Roads are very bad here, provoking many accidents. We know you are praying for us.
The second term is done and students did their second term evaluation.
Because of the water we provide for Koro, we get many visits from the local authorities including the county Mayor, the city Mayor, the water and hygiene department etc. The city Mayor gave instructions to the electricity company to give us electricity. They did in the end allow us to connect the school to the grid through a family.
The maximum Amperes we can use is limited to 5A while our water pump takes 3.8. It makes that we can't use fans or lights while the pump runs.
We still have a way to go for suitable electricity at the school. We are applying for more Amperes, up to 15.
The construction of the third floor is up to the covering process.
Please pray for Mali and West Africa in general. In Mali today there are at least 3 different sources of threat in terms of security. But again we are more than confident in Our God, for He never fails.
We thank you for being part of this great work of life saving and Kingdom enlarging.
God bless you.
Hello from Koro,
We hope your first month of 2017 was great.
Our year is starting well here. We start the year with thanksgiving for the visit of Americans Brandon Pomeroy and Johnson who don’t see obstacles when it comes to visiting and helping the less fortunate. They only see the needy hand outstretched and faded kid’s faces.
Their visit here is a renewing blessing to us like rain every year.
Although the best we have here in Koro is way less than anything Americans can call comfort they came down braving mountains and valley.
I remember the astonishing exclamation of a lady, asking: "Are there still Toubabou "White men" on this land? What a long time since I meet one!!!"

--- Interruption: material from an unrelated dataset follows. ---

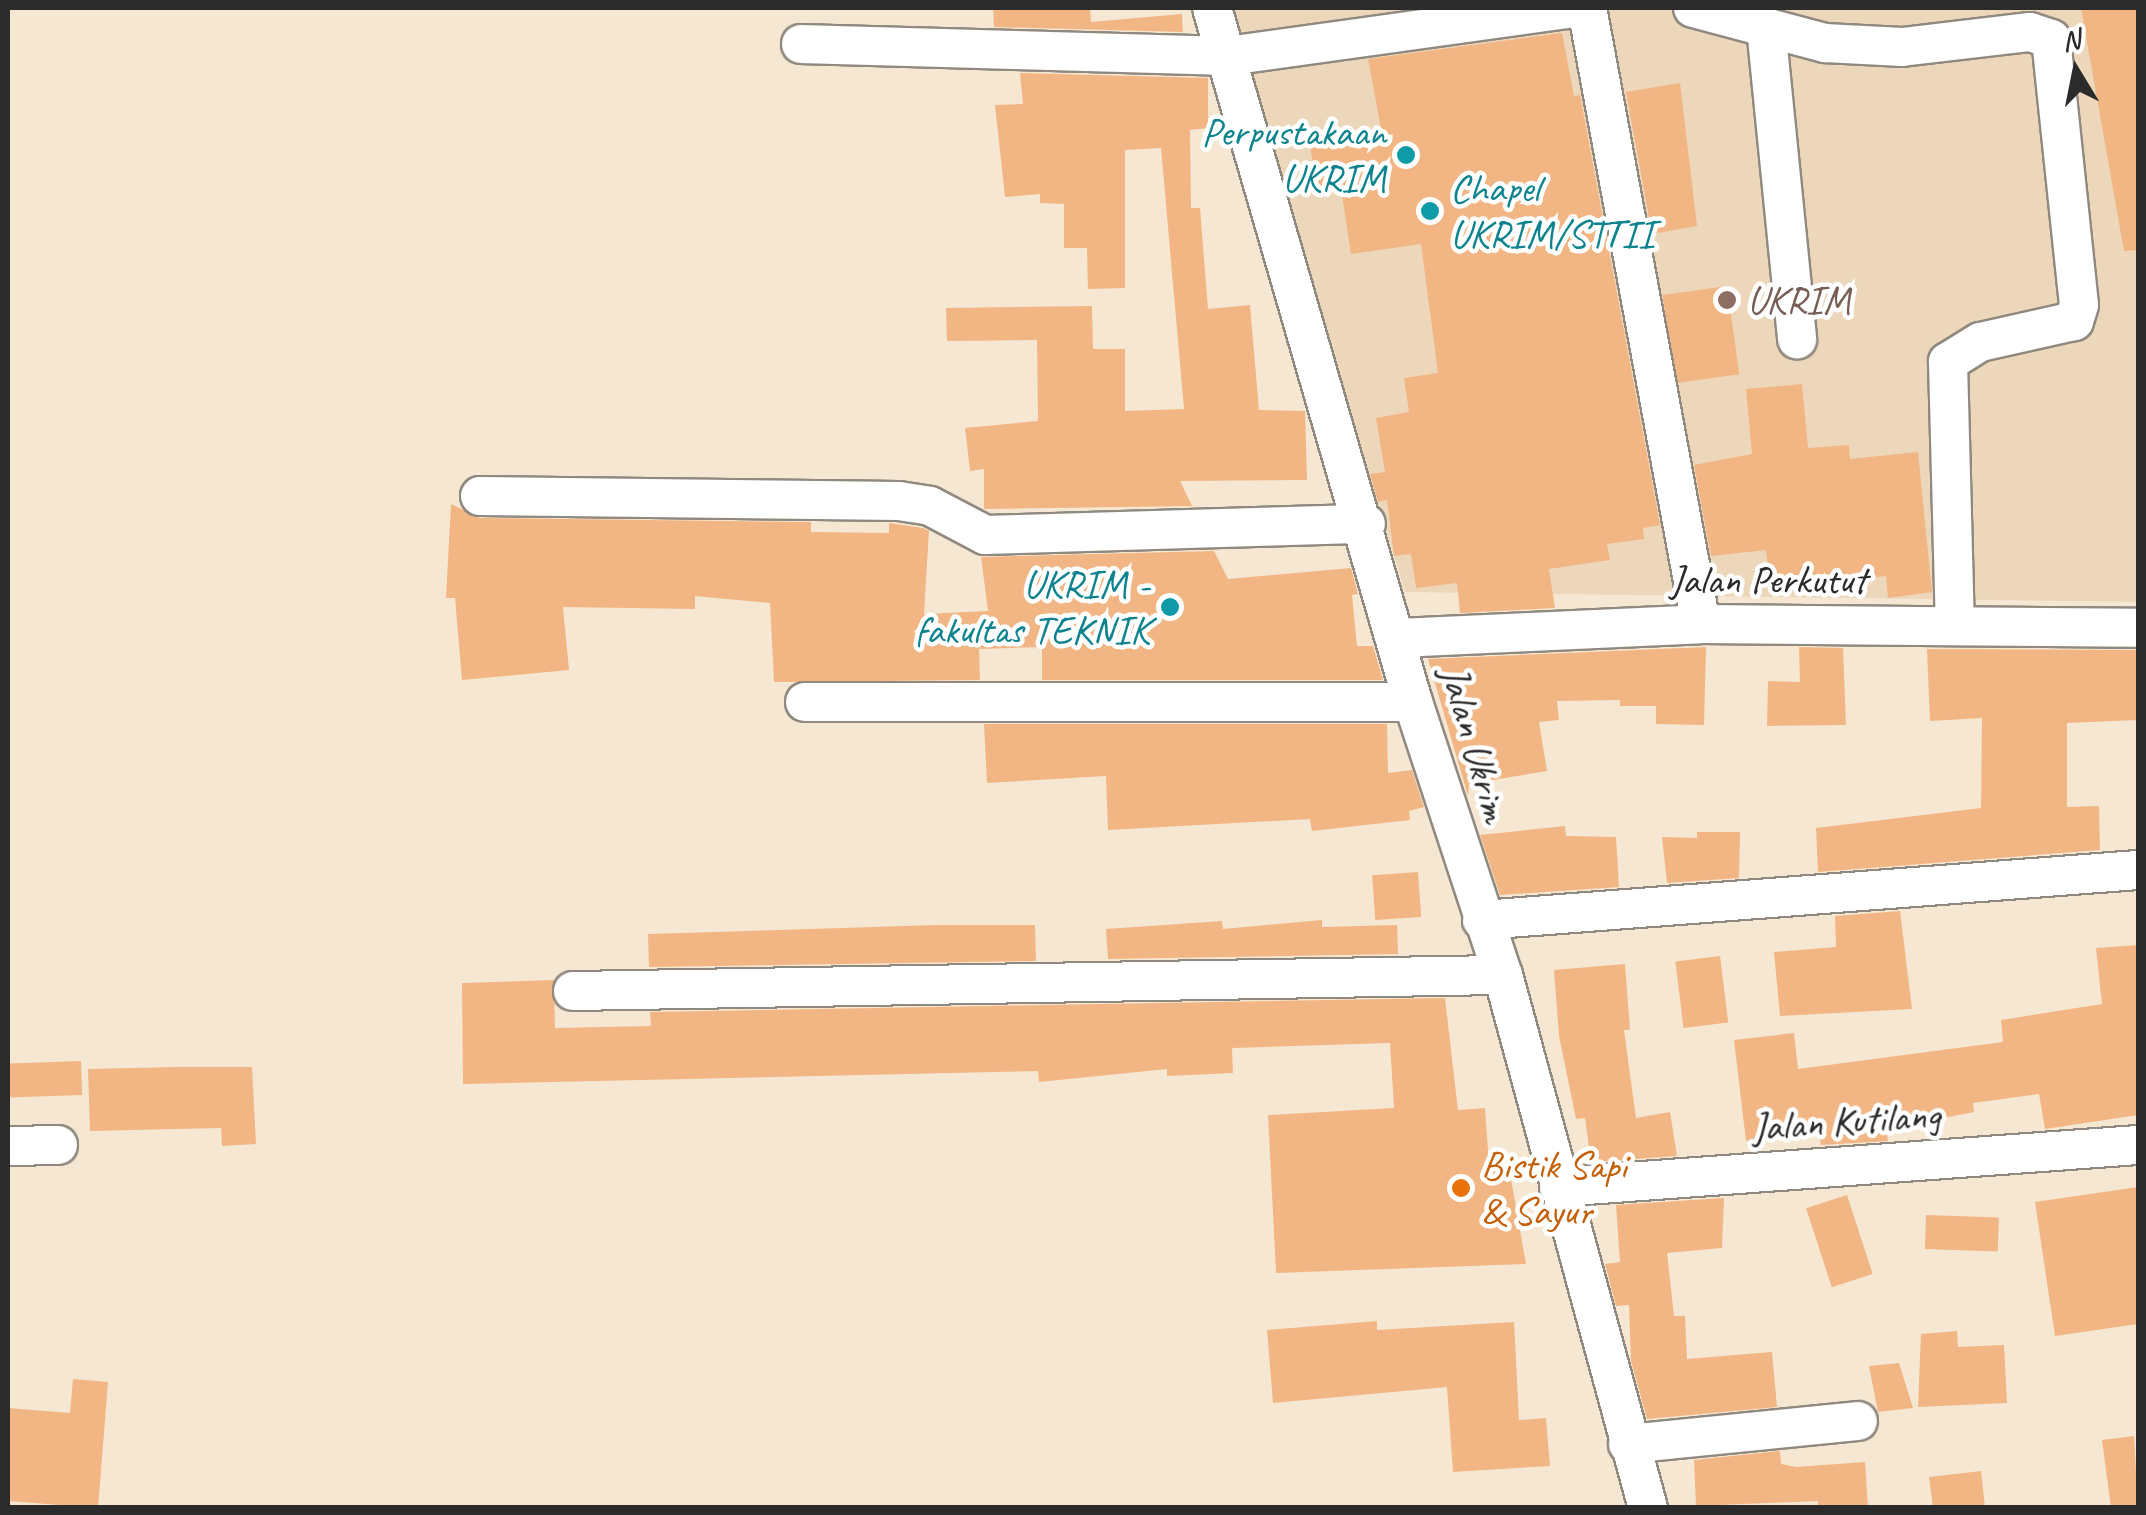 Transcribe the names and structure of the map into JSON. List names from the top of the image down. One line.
{"streets":{"street":["Jalan Perkutut","Jalan Ukrim","Jalan Kutilang"]},"crossings":[["Jalan Perkutut","Jalan Ukrim"],["Jalan Ukrim","Jalan Kutilang"]],"places":["Perpustakaan UKRIM","Chapel UKRIM/STTII","UKRIM","UKRIM - fakultas TEKNIK","Bistik Sapi & Sayur"],"north":"top"}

Many students are still expressing their sorrow for missing Brandon and Kay because of the holiday.
The girls at the school have never been prouder than after Kay Johnson talked to them. And female teacher Néma and Rachel have again shared with those who missed Kay's teaching on AFRIPad. It is a big relief on them as they worry about how to properly handle their body change.

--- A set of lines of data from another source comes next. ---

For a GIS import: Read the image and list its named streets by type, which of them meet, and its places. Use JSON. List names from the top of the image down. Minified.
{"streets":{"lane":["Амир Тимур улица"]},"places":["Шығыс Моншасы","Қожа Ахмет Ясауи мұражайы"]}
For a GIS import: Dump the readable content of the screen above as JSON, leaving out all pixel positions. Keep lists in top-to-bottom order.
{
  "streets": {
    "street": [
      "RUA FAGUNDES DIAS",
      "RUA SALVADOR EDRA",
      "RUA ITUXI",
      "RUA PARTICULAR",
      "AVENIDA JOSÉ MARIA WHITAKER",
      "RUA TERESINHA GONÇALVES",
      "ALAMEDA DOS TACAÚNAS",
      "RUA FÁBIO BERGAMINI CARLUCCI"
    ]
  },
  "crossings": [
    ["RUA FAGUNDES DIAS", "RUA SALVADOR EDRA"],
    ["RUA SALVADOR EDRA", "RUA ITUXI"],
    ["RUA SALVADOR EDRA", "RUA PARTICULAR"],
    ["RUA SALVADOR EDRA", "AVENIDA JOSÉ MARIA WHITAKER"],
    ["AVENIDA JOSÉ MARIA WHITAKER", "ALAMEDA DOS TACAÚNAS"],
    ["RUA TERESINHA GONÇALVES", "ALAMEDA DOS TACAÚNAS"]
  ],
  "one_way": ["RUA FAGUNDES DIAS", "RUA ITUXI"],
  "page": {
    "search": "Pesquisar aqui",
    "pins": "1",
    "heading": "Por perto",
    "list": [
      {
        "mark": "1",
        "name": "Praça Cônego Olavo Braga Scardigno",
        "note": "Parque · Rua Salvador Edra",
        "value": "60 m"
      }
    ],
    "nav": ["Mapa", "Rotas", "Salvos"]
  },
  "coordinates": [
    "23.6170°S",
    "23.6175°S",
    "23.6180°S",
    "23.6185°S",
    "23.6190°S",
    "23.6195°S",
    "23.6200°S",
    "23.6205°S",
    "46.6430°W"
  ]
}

Many students despite the holiday came along to meet them.
The building of the third floor is going well. The construction has started and it is hard work to take everything up by hand.
Please pray for the workers so that they are safe and sound during all this building process.
We are expecting the iron for construction this week. It gives us a special excitement to see how things are going now.
The Ten Commandments are on the wall of Grace school. The students and parents like and appreciate them very much.We hope the commandments will be finally written on the heart of every single student and teacher, convincing them of sin and justice by the power of the Holly Spirit.
Thank you so much for partnering with us for this fight against ignorance, beside some of the most disadvantaged kids in the world.
God bless you,
Your friend Ibrahima
Once girls are about twelve years old the school attendance rate in Mali and other developing countries begins to drop dramatically. There are several reasons for this, but an important one is that girls stay home during their monthly menses. With no pads or underwear it’s just a big embarrassing mess. So they remain home and fall further behind in school.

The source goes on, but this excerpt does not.